Tsui Wah is a perfectly weird juxtaposition of Cantonese and Western food elements that will leave your taste buds longing for more.
Fast food restaurants have long since held a negative connotation involving fried cardboard-like fries and a plethora of questionable chemicals in the minds of foodies around the globe. But deep in the melting pot that is Hong Kong, a hidden gem exists within the fast food industry, one that encapsulates the spirit and culture of this Southeast Asian Island and its surrounding influences to a tee. Tsui Wah 翠華, most notably known for being the final stop after a night of club hopping in Hong Kong’s nightlife hub Lan Kwai Fong, offers a perfectly weird juxtaposition of Cantonese and Western food elements that will leave your taste buds longing for more.
The first indication of being in the vicinity of a Tsui Wah will undoubtedly be the enormous neon sign plastered over every Tsui Wah in the city. After taking a single step inside its doors, you will immediately be shuffled inside by attentive hostesses and seated on one of its many floors.

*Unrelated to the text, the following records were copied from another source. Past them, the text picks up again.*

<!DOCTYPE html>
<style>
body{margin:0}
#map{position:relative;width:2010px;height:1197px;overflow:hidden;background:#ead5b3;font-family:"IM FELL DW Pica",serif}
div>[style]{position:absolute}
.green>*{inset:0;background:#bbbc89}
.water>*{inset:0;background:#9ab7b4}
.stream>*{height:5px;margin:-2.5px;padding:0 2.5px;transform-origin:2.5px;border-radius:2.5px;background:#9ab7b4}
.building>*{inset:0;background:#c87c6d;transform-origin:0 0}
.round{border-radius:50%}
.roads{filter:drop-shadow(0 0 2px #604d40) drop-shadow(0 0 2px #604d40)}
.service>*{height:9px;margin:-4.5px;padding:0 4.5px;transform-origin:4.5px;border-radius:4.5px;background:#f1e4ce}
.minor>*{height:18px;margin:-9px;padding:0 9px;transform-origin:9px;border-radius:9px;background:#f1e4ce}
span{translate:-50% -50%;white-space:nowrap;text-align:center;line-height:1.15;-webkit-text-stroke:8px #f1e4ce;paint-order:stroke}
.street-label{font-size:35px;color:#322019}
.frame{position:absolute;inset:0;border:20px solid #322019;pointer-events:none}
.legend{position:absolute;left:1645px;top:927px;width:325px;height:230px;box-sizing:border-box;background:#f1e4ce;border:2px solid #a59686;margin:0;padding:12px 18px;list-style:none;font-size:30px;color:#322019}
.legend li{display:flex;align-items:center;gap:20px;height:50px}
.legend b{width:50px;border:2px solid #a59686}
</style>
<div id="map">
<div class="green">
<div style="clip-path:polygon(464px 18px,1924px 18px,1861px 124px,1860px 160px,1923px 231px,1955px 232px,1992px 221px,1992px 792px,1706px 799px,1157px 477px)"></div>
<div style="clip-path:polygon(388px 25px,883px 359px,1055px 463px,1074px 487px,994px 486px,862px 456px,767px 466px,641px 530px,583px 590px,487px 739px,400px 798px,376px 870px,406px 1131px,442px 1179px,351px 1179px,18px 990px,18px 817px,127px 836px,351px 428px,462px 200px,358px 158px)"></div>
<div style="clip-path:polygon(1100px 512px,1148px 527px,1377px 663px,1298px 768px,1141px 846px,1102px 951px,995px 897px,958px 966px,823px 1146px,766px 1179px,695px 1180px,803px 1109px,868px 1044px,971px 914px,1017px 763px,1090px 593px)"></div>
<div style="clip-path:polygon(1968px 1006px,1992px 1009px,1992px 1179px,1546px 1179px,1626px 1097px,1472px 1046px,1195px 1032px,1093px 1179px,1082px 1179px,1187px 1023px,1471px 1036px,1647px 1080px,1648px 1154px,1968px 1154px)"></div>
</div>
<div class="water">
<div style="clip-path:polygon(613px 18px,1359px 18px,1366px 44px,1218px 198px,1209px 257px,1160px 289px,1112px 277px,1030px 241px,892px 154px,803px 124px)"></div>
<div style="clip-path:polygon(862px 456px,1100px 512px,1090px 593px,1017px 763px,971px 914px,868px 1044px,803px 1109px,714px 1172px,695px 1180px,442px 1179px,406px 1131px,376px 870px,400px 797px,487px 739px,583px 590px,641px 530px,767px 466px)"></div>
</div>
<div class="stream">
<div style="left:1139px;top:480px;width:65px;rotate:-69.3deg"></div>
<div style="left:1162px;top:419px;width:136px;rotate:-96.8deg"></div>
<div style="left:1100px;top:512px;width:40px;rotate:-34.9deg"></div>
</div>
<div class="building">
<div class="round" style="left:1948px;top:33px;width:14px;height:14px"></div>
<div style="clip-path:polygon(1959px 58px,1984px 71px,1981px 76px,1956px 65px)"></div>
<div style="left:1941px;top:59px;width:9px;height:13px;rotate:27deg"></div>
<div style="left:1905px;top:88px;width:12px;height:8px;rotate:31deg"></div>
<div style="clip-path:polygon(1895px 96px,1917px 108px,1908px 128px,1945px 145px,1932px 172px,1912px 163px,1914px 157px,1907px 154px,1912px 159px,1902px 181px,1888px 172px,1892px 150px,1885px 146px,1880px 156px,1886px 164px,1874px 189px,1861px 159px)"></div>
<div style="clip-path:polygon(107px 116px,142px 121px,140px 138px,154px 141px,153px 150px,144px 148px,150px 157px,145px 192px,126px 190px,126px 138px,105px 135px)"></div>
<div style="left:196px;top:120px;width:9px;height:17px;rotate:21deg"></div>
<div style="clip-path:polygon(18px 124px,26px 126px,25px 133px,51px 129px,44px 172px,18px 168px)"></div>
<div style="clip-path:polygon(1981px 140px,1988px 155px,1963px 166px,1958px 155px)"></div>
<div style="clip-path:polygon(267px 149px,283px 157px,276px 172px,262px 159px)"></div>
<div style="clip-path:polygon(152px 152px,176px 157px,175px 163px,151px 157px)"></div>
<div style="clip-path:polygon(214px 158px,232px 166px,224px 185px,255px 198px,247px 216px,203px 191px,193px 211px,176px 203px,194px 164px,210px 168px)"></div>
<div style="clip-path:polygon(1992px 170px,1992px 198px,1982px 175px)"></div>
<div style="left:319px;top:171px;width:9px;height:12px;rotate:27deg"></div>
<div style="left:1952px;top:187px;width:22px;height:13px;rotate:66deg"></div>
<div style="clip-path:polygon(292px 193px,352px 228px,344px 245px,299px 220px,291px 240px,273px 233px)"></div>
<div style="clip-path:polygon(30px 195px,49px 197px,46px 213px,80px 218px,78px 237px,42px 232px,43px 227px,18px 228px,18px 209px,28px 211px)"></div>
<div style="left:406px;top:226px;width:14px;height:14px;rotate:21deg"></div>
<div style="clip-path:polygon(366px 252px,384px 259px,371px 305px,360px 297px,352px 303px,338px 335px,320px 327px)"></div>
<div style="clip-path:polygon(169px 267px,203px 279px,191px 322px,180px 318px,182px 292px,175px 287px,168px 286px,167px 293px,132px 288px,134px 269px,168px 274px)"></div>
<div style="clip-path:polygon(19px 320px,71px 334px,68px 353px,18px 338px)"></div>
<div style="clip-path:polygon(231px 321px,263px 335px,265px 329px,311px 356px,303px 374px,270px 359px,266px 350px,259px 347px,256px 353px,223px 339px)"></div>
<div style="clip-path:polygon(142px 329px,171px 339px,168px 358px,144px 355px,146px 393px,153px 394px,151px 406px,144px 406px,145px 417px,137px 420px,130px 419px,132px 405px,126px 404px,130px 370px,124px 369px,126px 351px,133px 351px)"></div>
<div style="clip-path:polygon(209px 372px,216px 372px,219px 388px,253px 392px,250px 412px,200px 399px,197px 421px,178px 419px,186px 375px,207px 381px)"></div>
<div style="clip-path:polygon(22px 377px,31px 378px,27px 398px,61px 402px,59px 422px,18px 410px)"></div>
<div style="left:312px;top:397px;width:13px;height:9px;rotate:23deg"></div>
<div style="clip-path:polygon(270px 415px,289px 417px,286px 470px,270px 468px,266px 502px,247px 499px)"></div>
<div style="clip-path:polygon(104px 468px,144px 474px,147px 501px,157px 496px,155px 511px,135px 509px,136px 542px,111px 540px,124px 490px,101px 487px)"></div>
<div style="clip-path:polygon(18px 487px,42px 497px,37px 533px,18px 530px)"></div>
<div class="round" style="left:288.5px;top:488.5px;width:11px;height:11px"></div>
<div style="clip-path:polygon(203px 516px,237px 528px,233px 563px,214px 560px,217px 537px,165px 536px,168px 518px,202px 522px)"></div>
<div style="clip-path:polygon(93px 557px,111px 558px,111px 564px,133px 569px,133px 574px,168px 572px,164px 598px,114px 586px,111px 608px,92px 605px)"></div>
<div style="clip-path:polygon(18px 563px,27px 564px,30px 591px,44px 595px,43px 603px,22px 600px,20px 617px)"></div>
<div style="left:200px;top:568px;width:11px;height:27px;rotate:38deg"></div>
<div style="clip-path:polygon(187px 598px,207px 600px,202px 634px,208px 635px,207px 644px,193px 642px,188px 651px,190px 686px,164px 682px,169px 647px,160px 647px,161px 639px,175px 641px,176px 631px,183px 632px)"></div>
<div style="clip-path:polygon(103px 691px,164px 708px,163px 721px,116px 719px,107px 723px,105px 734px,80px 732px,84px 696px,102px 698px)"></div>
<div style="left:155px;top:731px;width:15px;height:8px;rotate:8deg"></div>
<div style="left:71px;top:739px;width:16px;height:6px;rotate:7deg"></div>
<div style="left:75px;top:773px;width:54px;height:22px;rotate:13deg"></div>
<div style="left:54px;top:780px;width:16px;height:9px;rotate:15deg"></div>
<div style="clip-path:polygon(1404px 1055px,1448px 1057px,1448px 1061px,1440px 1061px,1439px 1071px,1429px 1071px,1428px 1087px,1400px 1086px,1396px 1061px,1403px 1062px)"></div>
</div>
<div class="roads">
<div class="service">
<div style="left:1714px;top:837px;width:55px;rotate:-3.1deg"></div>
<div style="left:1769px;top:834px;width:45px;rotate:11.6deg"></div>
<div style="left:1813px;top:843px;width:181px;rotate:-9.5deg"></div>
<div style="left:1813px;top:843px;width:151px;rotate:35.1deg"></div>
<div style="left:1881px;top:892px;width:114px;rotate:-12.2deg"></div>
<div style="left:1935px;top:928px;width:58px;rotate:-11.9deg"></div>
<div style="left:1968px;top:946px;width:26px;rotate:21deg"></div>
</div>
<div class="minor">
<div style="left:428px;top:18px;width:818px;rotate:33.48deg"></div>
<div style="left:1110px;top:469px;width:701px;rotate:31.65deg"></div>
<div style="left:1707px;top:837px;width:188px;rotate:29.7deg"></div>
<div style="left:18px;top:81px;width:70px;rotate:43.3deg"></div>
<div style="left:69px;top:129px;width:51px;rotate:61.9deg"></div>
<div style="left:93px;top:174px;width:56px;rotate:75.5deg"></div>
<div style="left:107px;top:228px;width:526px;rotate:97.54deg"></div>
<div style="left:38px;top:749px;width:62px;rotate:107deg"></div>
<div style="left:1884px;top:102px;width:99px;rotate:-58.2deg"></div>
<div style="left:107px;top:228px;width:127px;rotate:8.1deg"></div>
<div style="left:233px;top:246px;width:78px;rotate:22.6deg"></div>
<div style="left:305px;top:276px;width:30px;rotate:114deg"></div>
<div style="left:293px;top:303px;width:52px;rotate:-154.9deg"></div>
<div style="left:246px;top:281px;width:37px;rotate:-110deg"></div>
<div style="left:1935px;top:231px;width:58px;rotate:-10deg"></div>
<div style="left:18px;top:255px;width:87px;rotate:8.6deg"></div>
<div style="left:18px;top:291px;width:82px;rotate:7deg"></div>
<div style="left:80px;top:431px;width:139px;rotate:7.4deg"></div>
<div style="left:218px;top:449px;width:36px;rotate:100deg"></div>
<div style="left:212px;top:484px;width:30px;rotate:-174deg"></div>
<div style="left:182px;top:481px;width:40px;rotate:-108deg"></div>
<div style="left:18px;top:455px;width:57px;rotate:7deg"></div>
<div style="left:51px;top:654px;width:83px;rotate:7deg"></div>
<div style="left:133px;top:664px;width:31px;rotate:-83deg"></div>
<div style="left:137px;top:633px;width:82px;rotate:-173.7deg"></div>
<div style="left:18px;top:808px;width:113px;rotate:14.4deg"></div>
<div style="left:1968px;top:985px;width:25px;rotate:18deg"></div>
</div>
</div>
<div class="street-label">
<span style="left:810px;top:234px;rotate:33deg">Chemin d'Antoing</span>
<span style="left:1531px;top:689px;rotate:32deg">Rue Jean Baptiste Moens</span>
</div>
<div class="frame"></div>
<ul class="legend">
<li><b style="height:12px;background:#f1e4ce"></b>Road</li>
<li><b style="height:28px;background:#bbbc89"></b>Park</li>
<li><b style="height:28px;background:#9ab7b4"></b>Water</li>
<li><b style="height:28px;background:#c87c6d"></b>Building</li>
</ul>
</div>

Lining its walls and tabletops are pages from its diverse menu, which includes an array of Asian-inspired meals mixed with dishes hinting at the traces of British and other Western influences left behind.
Entrees range from Malaysian and Japanese style curries, to crunchy fried noodles topped with anything from shredded pork and mushrooms to sizzling king prawns, to the tastiest club sandwich in town. Not to mention these dishes are delivered in a surprisingly timely manner for the amount of customers inside its walls.
Tea is a staple in Hong Kong, and Tsui Wah not only has the tastiest iced lemon tea I’ve had in a while, but also boasts a “Milk Tea Champagne” order, or a glass bottle (which probably looks like the one you might’ve popped at one of the surrounding clubs a few hours ago) filled with milk tea rather than champagne and submerged in a bowl of ice.
But before you leave, don’t forget to try Tsui Wah’s most well-known food item, the crispy bun with condensed milk. This dish involves two buns of white bread slathered with butter and coated with condensed milk, a unique yet incredibly delicious combination. If you’re not quite in the mood for this dish, you can order the French toast with condensed milk and peanut butter instead, an equally satisfying option. Tsui Wah even has a branch in the airport’s wide-ranging food court, so there’s no excuse not to stop by on even the shortest trip to Asia’s world city.